**Prompt**
In the records, find each line where "shadow" occurs, and copy it.

------

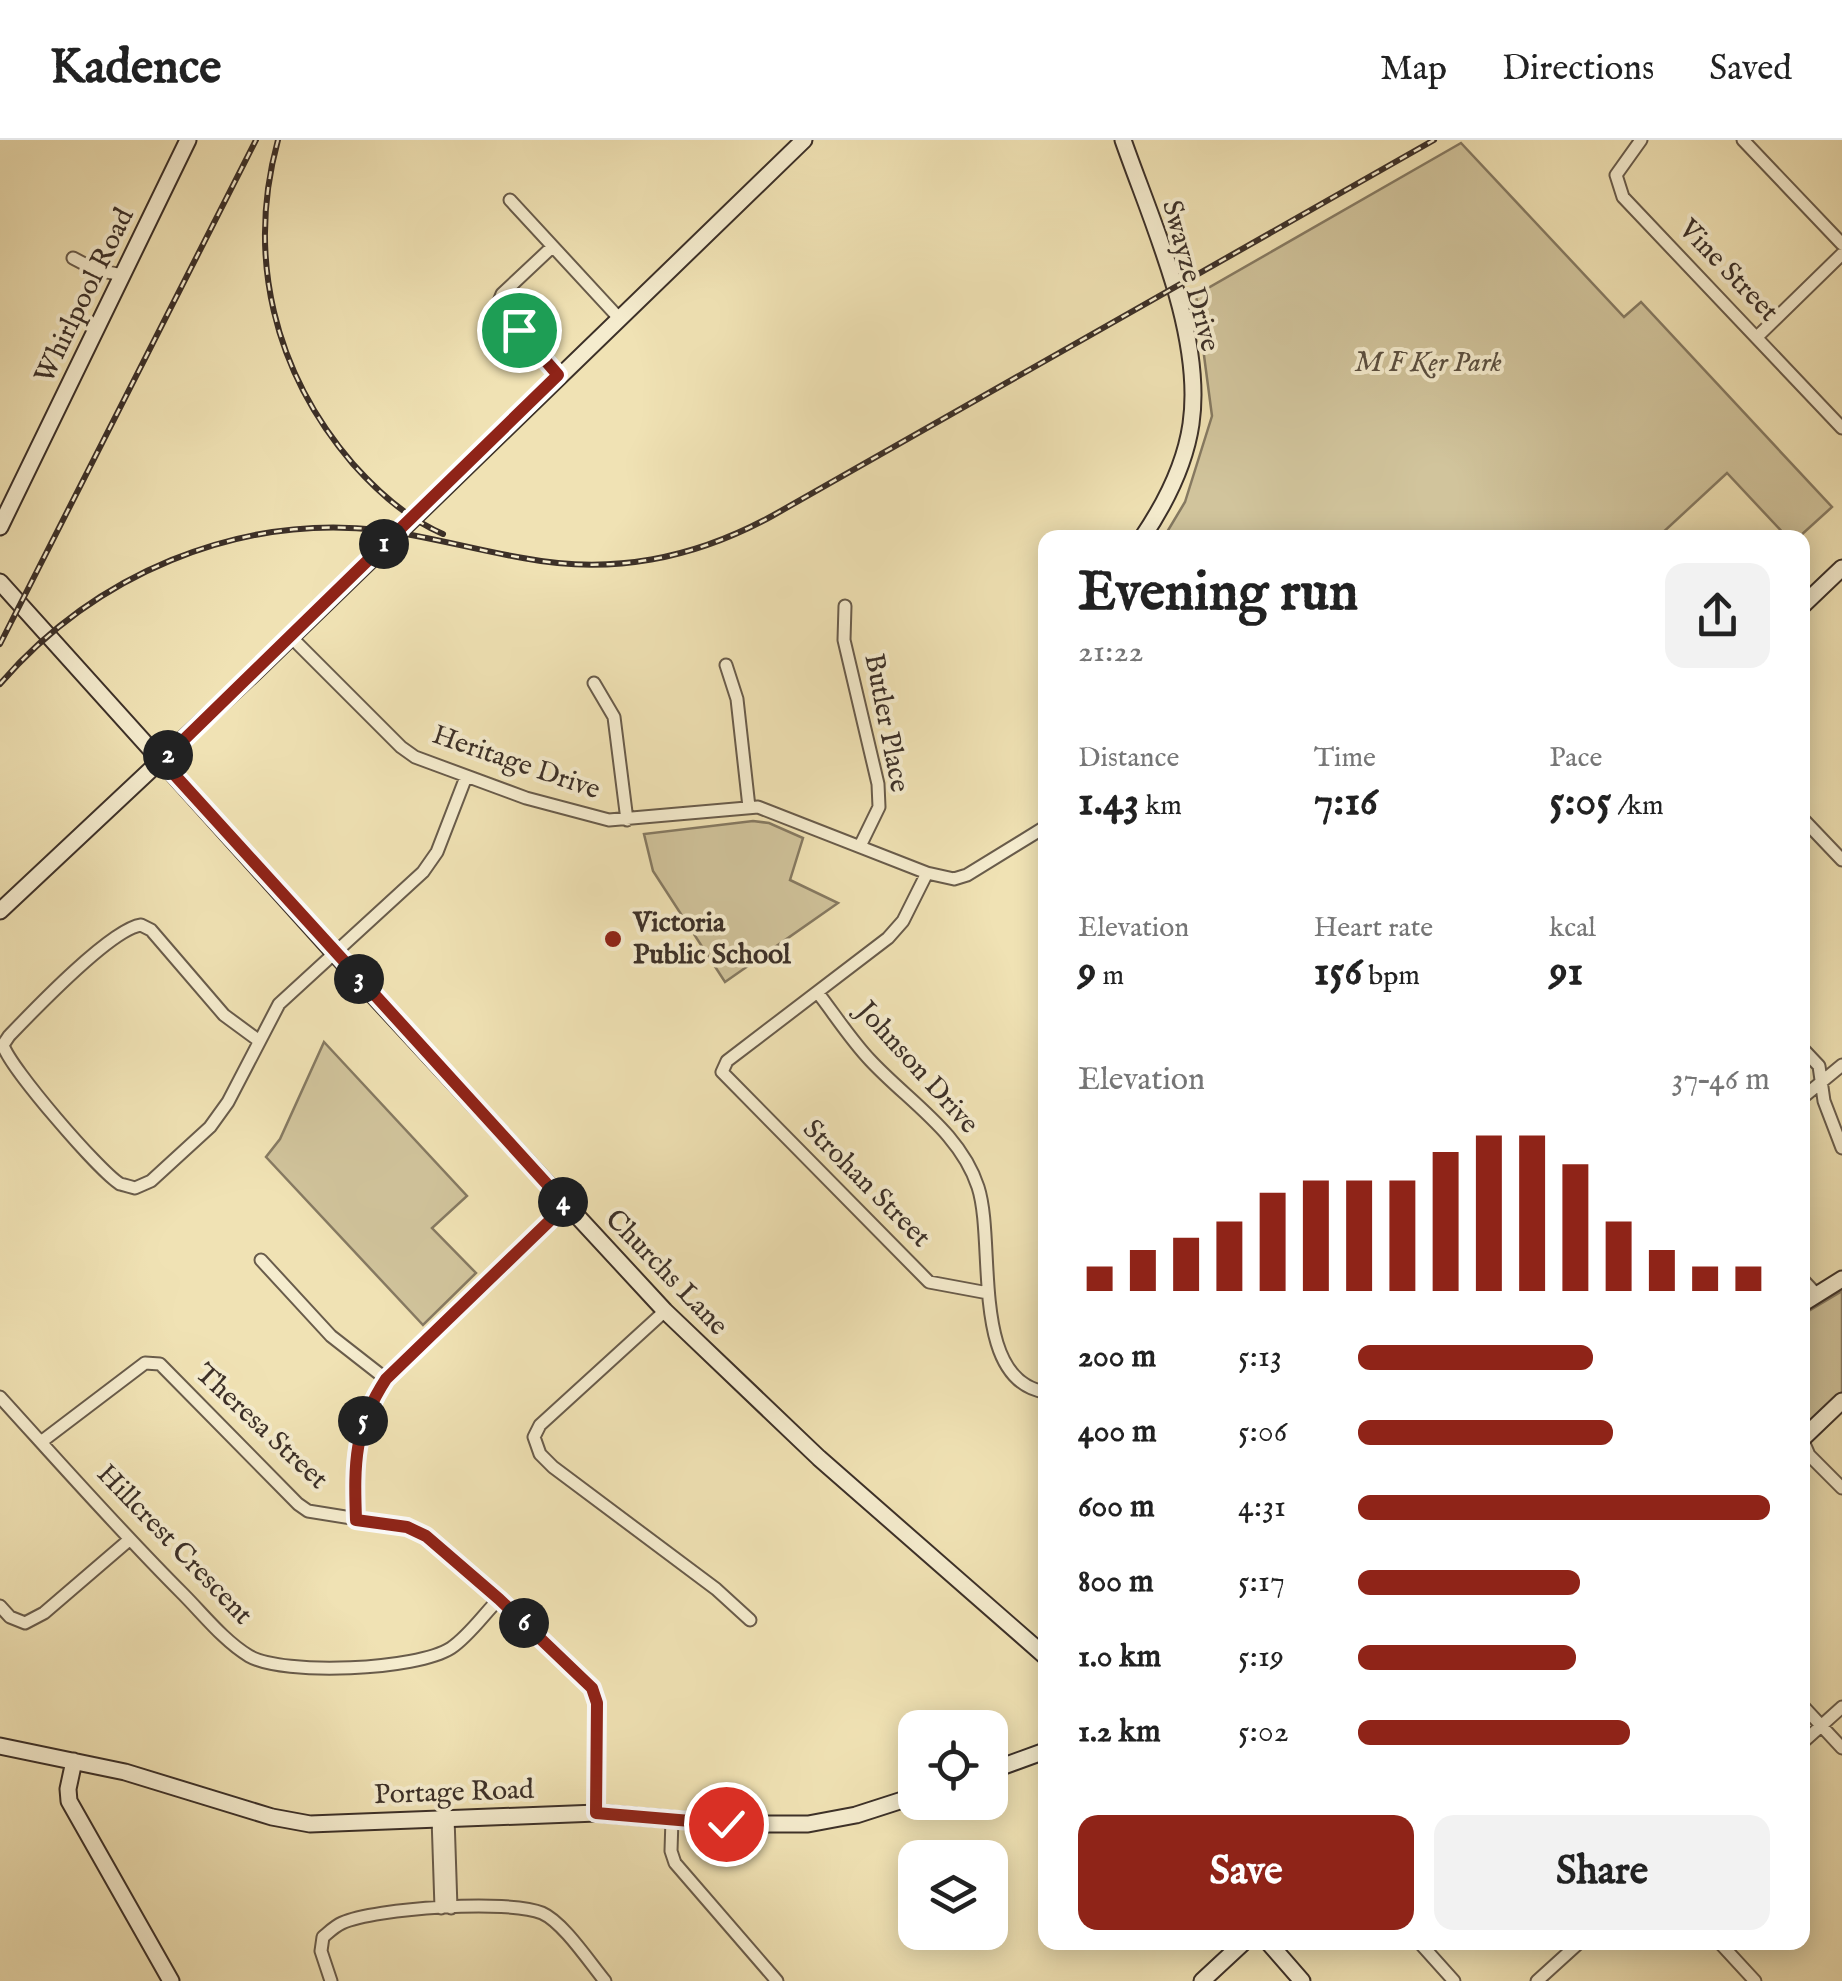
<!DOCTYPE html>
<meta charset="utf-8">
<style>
body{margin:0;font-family:"IM FELL English",serif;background:#f2f2f2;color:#222;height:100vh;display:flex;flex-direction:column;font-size:38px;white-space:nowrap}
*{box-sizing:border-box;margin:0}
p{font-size:32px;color:#767676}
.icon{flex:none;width:55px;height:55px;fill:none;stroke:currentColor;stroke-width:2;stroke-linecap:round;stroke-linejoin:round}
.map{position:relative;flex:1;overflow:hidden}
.drawer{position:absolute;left:1038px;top:390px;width:772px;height:1420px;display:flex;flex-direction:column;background:#fff;border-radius:20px;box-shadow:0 5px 25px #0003}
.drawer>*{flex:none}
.buttons{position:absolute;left:898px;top:1570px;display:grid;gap:20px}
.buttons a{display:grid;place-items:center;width:110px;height:110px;border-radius:20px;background:#fff;box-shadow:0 5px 25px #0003;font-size:50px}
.pin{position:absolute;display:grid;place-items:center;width:85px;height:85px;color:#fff;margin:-42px;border:5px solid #fff;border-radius:50%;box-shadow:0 2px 10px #0007}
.km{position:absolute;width:50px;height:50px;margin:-25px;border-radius:50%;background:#222;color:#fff;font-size:28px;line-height:50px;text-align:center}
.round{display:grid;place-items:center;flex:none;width:105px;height:105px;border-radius:20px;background:#f2f2f2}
.summary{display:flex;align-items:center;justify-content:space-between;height:170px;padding:0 40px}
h1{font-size:55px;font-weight:800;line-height:75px}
.stats{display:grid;grid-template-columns:repeat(3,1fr);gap:15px;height:170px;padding:10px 40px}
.stats div{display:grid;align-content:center}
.stats b{font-size:42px;font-weight:800}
.stats small{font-size:28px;font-weight:400}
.stats p{font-size:28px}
.chart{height:280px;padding:20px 40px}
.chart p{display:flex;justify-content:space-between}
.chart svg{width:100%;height:180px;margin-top:10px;stroke:#8f2418;stroke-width:6}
.action{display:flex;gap:20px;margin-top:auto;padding:20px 40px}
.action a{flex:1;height:115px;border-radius:20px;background:#8f2418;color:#fff;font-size:40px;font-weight:800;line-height:115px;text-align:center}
.action a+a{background:#f2f2f2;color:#222}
ul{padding:0 40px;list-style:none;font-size:32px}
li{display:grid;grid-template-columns:160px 120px 1fr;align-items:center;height:75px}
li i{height:25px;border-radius:12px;background:#8f2418}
header{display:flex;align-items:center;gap:60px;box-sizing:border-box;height:140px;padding:0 50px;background:#fff;border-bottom:2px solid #e0e0e0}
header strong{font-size:48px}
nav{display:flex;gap:55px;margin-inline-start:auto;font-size:35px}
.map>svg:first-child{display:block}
.green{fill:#d1c49c;stroke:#867a62;stroke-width:2.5}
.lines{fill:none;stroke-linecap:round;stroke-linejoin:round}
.street-casing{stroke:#695c4b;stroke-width:15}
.secondary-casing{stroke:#3c3028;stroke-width:19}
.street{stroke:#f5ecce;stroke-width:11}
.secondary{stroke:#f5ecce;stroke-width:15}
.rail-casing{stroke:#3c3028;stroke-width:6}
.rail{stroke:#f5ecce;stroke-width:2.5;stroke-dasharray:8;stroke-linecap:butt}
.route-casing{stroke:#fff;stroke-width:20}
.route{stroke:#8f2418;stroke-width:12}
.poi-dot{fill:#8f2418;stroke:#f5ecce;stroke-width:4}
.labels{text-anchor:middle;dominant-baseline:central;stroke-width:8;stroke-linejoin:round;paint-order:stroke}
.street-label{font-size:28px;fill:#3c3028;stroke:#f5ecce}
.park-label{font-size:28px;font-style:italic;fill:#5a4e3f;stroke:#f5ecce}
.poi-label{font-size:28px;font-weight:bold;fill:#3c3028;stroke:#f5ecce;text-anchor:start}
</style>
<header>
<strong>Kadence</strong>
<nav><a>Map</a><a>Directions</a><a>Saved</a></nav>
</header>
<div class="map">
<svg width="1842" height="1841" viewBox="0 0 1842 1841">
<rect width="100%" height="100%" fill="#f0e2b4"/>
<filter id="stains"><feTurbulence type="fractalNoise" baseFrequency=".002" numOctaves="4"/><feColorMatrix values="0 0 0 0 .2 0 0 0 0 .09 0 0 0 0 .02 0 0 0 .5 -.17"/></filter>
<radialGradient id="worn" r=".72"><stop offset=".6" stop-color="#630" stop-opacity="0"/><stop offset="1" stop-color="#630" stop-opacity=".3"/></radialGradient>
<path class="green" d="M1461,3L1624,177L1641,162L1832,367L1799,397H1787L1727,333L1658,397H1164L1185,362L1212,276L1196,155Z
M753,681L769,683L803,698L790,740L838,763L725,842L653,731L644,694Z
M324,902L467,1056L432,1088L476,1133L423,1185L266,1017L280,999Z
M1842,1151V1252L1812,1281L1806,1282L1802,1277V1175Z"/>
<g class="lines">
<defs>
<path id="street" d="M1641,0L1616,35L1623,57L1842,288
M1743,0L1842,104
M510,60L618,177
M551,108L502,154L498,164L505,180L559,235
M73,118L96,130L123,135
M1757,197L1842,114
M845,466L844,500L878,644L879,667L860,706
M291,497L401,607L415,617L526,658L609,680L758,667L927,733L954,739L967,735L1045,687
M726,525L737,559L749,667
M594,543L614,577L627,680
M1802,678L1842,720
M927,733L903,781L888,798L727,921L722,932L929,1142L988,1153
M818,853C835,875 851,900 870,920C908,961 960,992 978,1047C996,1102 969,1240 1045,1252
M258,900L224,875L151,790L141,785C111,789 33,871 9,896L3,905C10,928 99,1031 120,1044C121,1044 135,1048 135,1048L151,1041L210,987L228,962L279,864L423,732L437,712L466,637
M1802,908L1819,926L1824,961L1842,1008
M1802,958L1842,925
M261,1120L331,1196L386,1239
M1802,1139L1817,1155
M665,1171L540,1285L534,1297L540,1314L553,1327L716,1449L750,1480
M0,1257C60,1323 119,1390 182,1453C203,1474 224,1501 249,1516C284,1536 417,1530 451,1508C469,1496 484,1474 499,1459
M1802,1299L1809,1315L1842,1348
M41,1302L145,1223L160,1224L298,1364L308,1371L407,1387L426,1396L499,1459L592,1548L597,1563V1673
M356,1380C354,1325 355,1285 386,1239L565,1065
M0,1466L10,1477L25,1483L44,1473L129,1400
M1802,1565L1842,1608
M1802,1603L1842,1567
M438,1677L441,1768
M448,1677L451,1768
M672,1679L671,1711L675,1723L777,1841
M1419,1802L1454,1841
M1719,1802L1755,1841
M331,1841L321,1811L323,1797C329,1792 335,1786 342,1783C375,1768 509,1759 542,1773C563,1782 590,1823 605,1841
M1537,1841L1580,1802"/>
<path id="secondary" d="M1123,0C1152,83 1204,195 1191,284C1185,325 1165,364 1142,398
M0,387L188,0
M0,442L334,813L665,1171L819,1318L1045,1516
M1802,466L1842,428
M0,771L256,531L804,0
M1802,1164L1842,1139
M1802,1299L1842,1261
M0,1606L125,1632L272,1677L310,1684L597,1673L726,1684H808L856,1675L915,1656
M74,1621L68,1649L69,1661L171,1841
M990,1631L1045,1611
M1268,1802L1302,1841
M1202,1841L1244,1802"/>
</defs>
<use href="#street" class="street-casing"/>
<use href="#secondary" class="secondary-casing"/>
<use href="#street" class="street"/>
<use href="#secondary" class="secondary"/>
<defs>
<path id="rail" d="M278,0C246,117 274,232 353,324C378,352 408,379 443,394
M0,504L256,0
M0,544C94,435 236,374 380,390C428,396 475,410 523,418C612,435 693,419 772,376L1434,0"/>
</defs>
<use href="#rail" class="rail-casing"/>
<use href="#rail" class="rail"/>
</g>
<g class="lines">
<defs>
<path id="route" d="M519,190L558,235L162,621L566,1065L386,1239C354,1288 354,1323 356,1380L407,1387L426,1396L499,1459L592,1548L597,1563L596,1673L726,1684"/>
</defs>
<use href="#route" class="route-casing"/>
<use href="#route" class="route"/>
</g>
<circle class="poi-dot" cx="613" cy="799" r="10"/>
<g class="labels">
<g class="street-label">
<text transform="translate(1728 131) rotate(46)">Vine Street</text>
<text transform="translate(1190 136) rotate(75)">Swayze Drive</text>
<text transform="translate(85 156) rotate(-64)">Whirlpool Road</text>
<text transform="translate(886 583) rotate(79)">Butler Place</text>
<text transform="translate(516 623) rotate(19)">Heritage Drive</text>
<text transform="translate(917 928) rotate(48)">Johnson Drive</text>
<text transform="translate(866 1044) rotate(45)">Strohan Street</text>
<text transform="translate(666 1133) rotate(46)">Churchs Lane</text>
<text transform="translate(261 1287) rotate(43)">Theresa Street</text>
<text transform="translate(174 1405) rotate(46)">Hillcrest Crescent</text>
<text transform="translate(454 1653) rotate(-2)">Portage Road</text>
</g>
<g class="park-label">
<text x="1428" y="223">M F Ker Park</text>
</g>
<g class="poi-label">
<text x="633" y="783">Victoria<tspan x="633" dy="32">Public School</tspan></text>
</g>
</g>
<rect width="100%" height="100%" filter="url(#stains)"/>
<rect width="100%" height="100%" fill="url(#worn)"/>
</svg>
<div class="buttons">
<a><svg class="icon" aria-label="locate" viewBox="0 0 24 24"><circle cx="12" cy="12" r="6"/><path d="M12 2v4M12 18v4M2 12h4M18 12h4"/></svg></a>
<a><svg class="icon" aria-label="layers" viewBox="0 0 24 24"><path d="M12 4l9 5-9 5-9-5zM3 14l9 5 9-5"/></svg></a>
</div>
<div class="pin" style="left:519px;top:190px;background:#1e9e55"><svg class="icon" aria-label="arrive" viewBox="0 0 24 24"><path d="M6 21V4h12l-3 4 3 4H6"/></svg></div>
<div class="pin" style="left:726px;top:1684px;background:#d93025"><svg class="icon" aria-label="check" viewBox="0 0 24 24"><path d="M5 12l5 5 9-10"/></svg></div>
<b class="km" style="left:384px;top:404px">1</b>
<b class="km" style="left:168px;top:615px">2</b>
<b class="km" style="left:359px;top:839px">3</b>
<b class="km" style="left:563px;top:1062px">4</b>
<b class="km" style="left:363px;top:1281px">5</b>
<b class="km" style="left:524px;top:1483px">6</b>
<section class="drawer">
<div class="summary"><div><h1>Evening run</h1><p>21:22</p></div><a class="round"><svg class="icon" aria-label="share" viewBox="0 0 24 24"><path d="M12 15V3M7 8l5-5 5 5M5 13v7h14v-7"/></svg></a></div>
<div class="stats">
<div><p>Distance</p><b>1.43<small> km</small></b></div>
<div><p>Time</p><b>7:16</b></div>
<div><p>Pace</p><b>5:05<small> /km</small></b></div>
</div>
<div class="stats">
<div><p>Elevation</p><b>9<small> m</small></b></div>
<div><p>Heart rate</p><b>156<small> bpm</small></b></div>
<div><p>kcal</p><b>91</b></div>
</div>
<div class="chart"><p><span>Elevation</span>37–46 m</p>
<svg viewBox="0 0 160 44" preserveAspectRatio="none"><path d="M5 44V38M15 44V34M25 44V31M35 44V27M45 44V20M55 44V17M65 44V17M75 44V17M85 44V10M95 44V6M105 44V6M115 44V13M125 44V27M135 44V34M145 44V38M155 44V38"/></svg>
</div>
<ul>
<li><b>200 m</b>5:13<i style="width:57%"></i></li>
<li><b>400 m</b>5:06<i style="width:62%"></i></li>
<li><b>600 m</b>4:31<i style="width:100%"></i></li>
<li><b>800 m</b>5:17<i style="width:54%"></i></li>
<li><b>1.0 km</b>5:19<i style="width:53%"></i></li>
<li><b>1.2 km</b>5:02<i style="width:66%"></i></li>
</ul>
<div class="action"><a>Save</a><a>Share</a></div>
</section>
</div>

------

**Exercise output**
.drawer{position:absolute;left:1038px;top:390px;width:772px;height:1420px;display:flex;flex-direction:column;background:#fff;border-radius:20px;box-shadow:0 5px 25px #0003}
.buttons a{display:grid;place-items:center;width:110px;height:110px;border-radius:20px;background:#fff;box-shadow:0 5px 25px #0003;font-size:50px}
.pin{position:absolute;display:grid;place-items:center;width:85px;height:85px;color:#fff;margin:-42px;border:5px solid #fff;border-radius:50%;box-shadow:0 2px 10px #0007}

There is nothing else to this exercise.